## The task
Repetition must be exact and must stop with the line bearing "position:absolute; left:18px; bottom:15px;". It begins at the first line of the records and includes no pictures.

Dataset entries
————
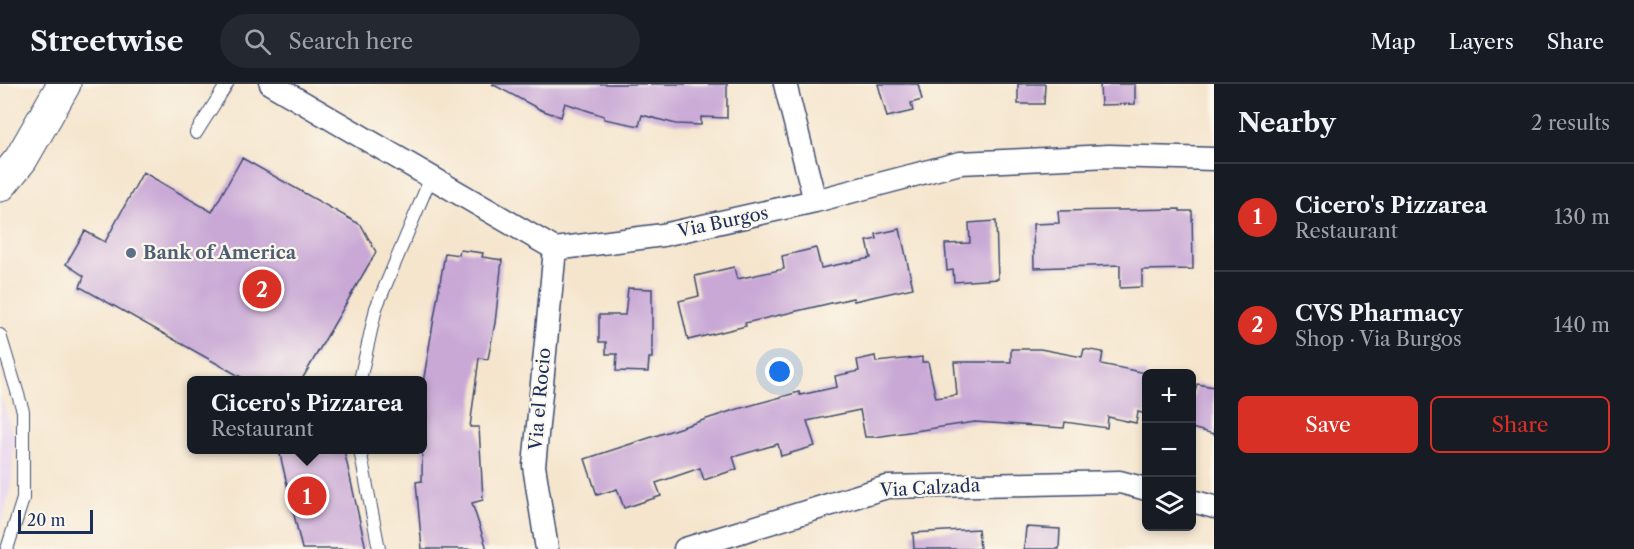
<!DOCTYPE html>
<html lang="en">
<head>
<meta charset="utf-8">
<style>
  :root { --surface:#171b24; --page:#242831; --text:#f1f3f6; --muted:#9ea1a6; --line:#363941; --accent:#d93025 }
  body { margin:0; font-family:"Libre Caslon Text",serif; background:var(--page); color:var(--text) }
  .controls { position:absolute; right:18px; bottom:18px; display:grid; overflow:hidden; border-radius:9px; box-shadow:0 3px 9px #0003 }
  .controls button { width:54px; height:54px; display:grid; place-items:center; padding:0; border:0; border-bottom:2px solid var(--line); background:var(--surface); color:var(--text); font:30px sans-serif }
  .scale { position:absolute; left:18px; bottom:15px; width:75px; box-sizing:border-box; padding-left:6px; border:3px solid #1b2f5e; border-top:0; font-size:16px; line-height:21px; white-space:nowrap; color:#1b2f5e; -webkit-text-stroke:4px #fbf7ec; paint-order:stroke }
  .you { position:absolute; left:780px; top:288px; width:21px; height:21px; margin:-15px; border:4px solid #fff; border-radius:50%; background:#1a73e8; box-shadow:0 0 0 9px #1a73e833 }
  .badge { display:grid; place-items:center; width:39px; height:39px; border-radius:50%; background:var(--accent); color:#fff; font-size:20px; font-weight:700 }
  .pin { position:absolute; translate:-50% -50%; border:3px solid #fff; box-shadow:0 2px 6px #0006 }
  .popup { position:absolute; left:187px; top:292px; width:240px; height:78px; box-sizing:border-box; display:grid; place-content:center; border-radius:9px; background:var(--surface); filter:drop-shadow(0 2px 4px #0005); font-size:20px; white-space:nowrap; color:var(--muted) }
  .popup b { font-size:22px; color:var(--text) }
  .popup::after { content:''; position:absolute; left:50%; top:100%; margin-left:-12px; border:12px solid transparent; border-top-color:var(--surface) }
  .list { margin:0; padding:0; list-style:none }
  h2 { display:flex; justify-content:space-between; align-items:center; height:78px; margin:0; padding:0 24px; font-size:26px }
  h2 small { font-size:20px; font-weight:400; color:var(--muted) }
  .list li { display:grid; grid-template-columns:39px 1fr auto; gap:18px; align-items:center; box-sizing:border-box; height:108px; padding:0 24px; border-top:2px solid var(--line) }
  .list b { display:block; font-size:22px; white-space:nowrap }
  .list p { margin:0; font-size:20px; white-space:nowrap; color:var(--muted) }
  .list em { font-size:20px; font-style:normal; color:var(--muted) }
  .actions { display:flex; gap:12px; padding:18px 24px }
  .actions a { flex:1; padding:14px 0; border:2px solid var(--accent); border-radius:9px; text-align:center; font-size:21px; color:var(--accent) }
  .actions .main { background:var(--accent); color:#fff }
  .icon { flex:none; width:33px; height:33px; fill:none; stroke:currentColor; stroke-width:2; stroke-linecap:round; stroke-linejoin:round }
  .map { position:relative; flex:none; width:1214px; height:465px; overflow:hidden }
  header { display:flex; align-items:center; gap:36px; box-sizing:border-box; height:84px; padding:0 30px; background:var(--surface); border-bottom:2px solid var(--line) }
  header strong { font-size:28px }
  nav { display:flex; gap:33px; margin-inline-start:auto; font-size:21px }
  .search { width:420px; height:54px; background:var(--page); display:flex; align-items:center; gap:15px; box-sizing:border-box; padding:0 21px; border-radius:33px; color:var(--muted); font-size:22px }
  main { display:flex }
  aside { flex:1; background:var(--surface) }
  .map>svg:first-child { display:block }
  .built { fill:#e7d2ef }
  .building { fill:#c9a8d6 }
  .lines { fill:none; stroke-linecap:round; stroke-linejoin:round }
  .service-casing { stroke:#3c4a6f; stroke-width:14 }
  .minor-casing { stroke:#3c4a6f; stroke-width:25 }
  .primary-casing { stroke:#3c4a6f; stroke-width:35 }
  .service { stroke:#fff; stroke-width:12 }
  .minor { stroke:#fff; stroke-width:22 }
  .primary { stroke:#fff; stroke-width:33 }
  .service-dot { fill:#5c6f8a; stroke:#fbf7ec; stroke-width:2 }
  .labels { text-anchor:middle; stroke-width:4.5; stroke-linejoin:round; paint-order:stroke }
  .street-label { font-size:18px; fill:#1b2f5e; stroke:#fbf7ec }
  .service-label { font-size:18px; font-weight:bold; fill:#4e5e75; stroke:#fbf7ec; text-anchor:start }
</style>
</head>
<body>
<header>
<strong>Streetwise</strong>
<div class="search"><svg class="icon" aria-label="search" viewBox="0 0 24 24"><circle cx="10" cy="10" r="6"/><path d="M15 15l6 6"/></svg>Search here</div>
<nav><a>Map</a><a>Layers</a><a>Share</a></nav>
</header>
<main>
<div class="map">
<svg width="1214" height="465" viewBox="0 0 1214 465">
  <rect width="100%" height="100%" fill="#fbf7ec"/>
  <filter id="ink" filterUnits="userSpaceOnUse"><feTurbulence type="fractalNoise" baseFrequency=".0167" numOctaves="2"/><feDisplacementMap in="SourceGraphic" scale="12" xChannelSelector="R" yChannelSelector="G"/><feConvolveMatrix kernelMatrix="1 2 1 2 8 2 1 2 1" color-interpolation-filters="sRGB"/></filter>
  <filter id="wash" filterUnits="userSpaceOnUse"><feTurbulence type="fractalNoise" baseFrequency=".008" numOctaves="4" result="noise"/><feDisplacementMap in="SourceGraphic" scale="24" xChannelSelector="R" yChannelSelector="G"/><feGaussianBlur stdDeviation="1.35" result="paint"/><feColorMatrix in="noise" values="0 0 0 0 0 0 0 0 0 0 0 0 0 0 0 0 0 1.4 0 .05"/><feComposite in="paint" operator="in"/></filter>
  <g filter="url(#wash)">
    <rect width="100%" height="100%" fill="#f5e5cd"/>
    <path class="built" d="M0 312 14 351 12 402 0 444Z"/>
    <g id="blocks">
      <path class="building" d="M492 0H727V34L701 33V41L676 40 642 31 639 42 604 35V32L565 19 561 33 541 26Z
        M878 0H918L922 16 911 19 913 27 887 33Z
        M1018 0H1045L1044 20H1018Z
        M1100 0H1135V20L1101 21Z
        M242 74 361 141 376 168 301 297H248L80 203 84 192 66 180 85 147 105 158 143 88 212 128Z
        M1180 125V127H1192L1193 185 1142 186V203L1120 204V181L1034 184 1033 140 1059 139 1058 127Z
        M996 137 998 195 954 198 953 186 947 187 945 160 970 159 969 139Z
        M900 145 913 204 854 217 853 214 745 239 746 242 688 256 679 217 699 212 695 192 734 183 737 195 784 185 782 172 816 164 821 184 871 174 867 157 877 155 876 150Z
        M460 166 483 169 482 173 502 176 495 239 488 275 479 274 470 343H479L483 416 472 419 487 465H422L416 398 422 397 423 299 445 169 459 171Z
        M628 204 652 205V274H649L648 288 616 287 617 270H606V258H599V231H625Z
        M1011 265H1040L1082 273 1084 265 1103 268 1101 280 1146 289V330L1138 328 1136 339 1108 333 1107 344 1065 338 1064 344 975 338 875 353H865L860 326 807 337 815 362 781 372 778 360 733 373 737 385 704 396 700 384 656 399 661 412 624 424 617 405 597 411 585 375 734 326 799 308 800 311 837 303 835 292 859 287 857 276 875 272 876 278 922 273V278H928L936 314 957 311 954 278H1011Z
        M1197 300 1214 303V350L1191 344V320Z
        M279 366H344L366 465H302Z
        M1026 443 1060 445 1059 465H1024Z
        M978 445 980 465H914L913 449Z"/>
    </g>
  </g>
  <g filter="url(#ink)">
    <use href="#blocks" fill-opacity="0" stroke="#3c4a6f" stroke-width="1.5"/>
    <g class="lines">
      <g class="service-casing">
        <path id="service" d="M196 49 227 0
          M0 251 23 327V415L7 465
          M360 296 376 224 431 93
          M360 366 379 465"/>
      </g>
      <g class="minor-casing">
        <path id="minor" d="M271 0 555 165 663 151 815 117 960 79 1109 72 1214 75
          M785 0 815 117
          M1192 417 1214 423
          M547 465 534 382 555 165
          M685 465 887 403 1120 398 1146 405"/>
      </g>
      <g class="primary-casing">
        <path id="primary" d="M0 101 21 75 64 0"/>
      </g>
      <use href="#service" class="service"/>
      <use href="#minor" class="minor"/>
      <use href="#primary" class="primary"/>
    </g>
  </g>
  <circle class="service-dot" cx="131" cy="169" r="6"/>
  <g class="labels">
    <g class="street-label">
      <text transform="translate(723 138) rotate(-12)" y="6">Via Burgos</text>
      <text transform="translate(540 315) rotate(-85)" y="6">Via el Rocio</text>
      <text transform="translate(930 404) rotate(-3)" y="6">Via Calzada</text>
    </g>
    <g class="service-label">
      <text x="143" y="175">Bank of America</text>
    </g>
  </g>
</svg>
<div class="controls">
<button>+</button>
<button>−</button>
<button><svg class="icon" aria-label="layers" viewBox="0 0 24 24"><path d="M12 4l9 5-9 5-9-5zM3 14l9 5 9-5"/></svg></button>
</div>
<div class="scale">20 m</div>
<div class="you"></div>
<div class="pin badge" style="left:307px;top:412px">1</div>
<div class="popup"><b>Cicero's Pizzarea</b>Restaurant</div>
<div class="pin badge" style="left:262px;top:205px">2</div>
</div>
<aside>
<h2>Nearby<small>2 results</small></h2>
<ul class="list">
<li><span class="badge">1</span><div><b>Cicero's Pizzarea</b><p>Restaurant</p></div><em>130 m</em></li>
<li><span class="badge">2</span><div><b>CVS Pharmacy</b><p>Shop · Via Burgos</p></div><em>140 m</em></li>
</ul>
<div class="actions"><a class="main">Save</a><a>Share</a></div>
</aside>
</main>
</body>
</html>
————
## Response box
<!DOCTYPE html>
<html lang="en">
<head>
<meta charset="utf-8">
<style>
  :root { --surface:#171b24; --page:#242831; --text:#f1f3f6; --muted:#9ea1a6; --line:#363941; --accent:#d93025 }
  body { margin:0; font-family:"Libre Caslon Text",serif; background:var(--page); color:var(--text) }
  .controls { position:absolute; right:18px; bottom:18px; display:grid; overflow:hidden; border-radius:9px; box-shadow:0 3px 9px #0003 }
  .controls button { width:54px; height:54px; display:grid; place-items:center; padding:0; border:0; border-bottom:2px solid var(--line); background:var(--surface); color:var(--text); font:30px sans-serif }
  .scale { position:absolute; left:18px; bottom:15px; width:75px; box-sizing:border-box; padding-left:6px; border:3px solid #1b2f5e; border-top:0; font-size:16px; line-height:21px; white-space:nowrap; color:#1b2f5e; -webkit-text-stroke:4px #fbf7ec; paint-order:stroke }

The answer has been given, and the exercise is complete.